* Work instruction:
Go through the data that follows and restate each line exactly as it reads.
### Provided material ###
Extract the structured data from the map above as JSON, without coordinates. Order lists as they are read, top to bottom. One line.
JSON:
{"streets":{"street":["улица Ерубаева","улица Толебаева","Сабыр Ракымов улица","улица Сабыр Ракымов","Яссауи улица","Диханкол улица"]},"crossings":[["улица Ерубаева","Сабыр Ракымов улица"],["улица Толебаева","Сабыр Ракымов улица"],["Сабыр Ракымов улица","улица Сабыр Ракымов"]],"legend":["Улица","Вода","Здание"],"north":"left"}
###
* Solution to this problem:
Extract the structured data from the map above as JSON, without coordinates. Order lists as they are read, top to bottom. One line.
JSON:
{"streets":{"street":["улица Ерубаева","улица Толебаева","Сабыр Ракымов улица","улица Сабыр Ракымов","Яссауи улица","Диханкол улица"]},"crossings":[["улица Ерубаева","Сабыр Ракымов улица"],["улица Толебаева","Сабыр Ракымов улица"],["Сабыр Ракымов улица","улица Сабыр Ракымов"]],"legend":["Улица","Вода","Здание"],"north":"left"}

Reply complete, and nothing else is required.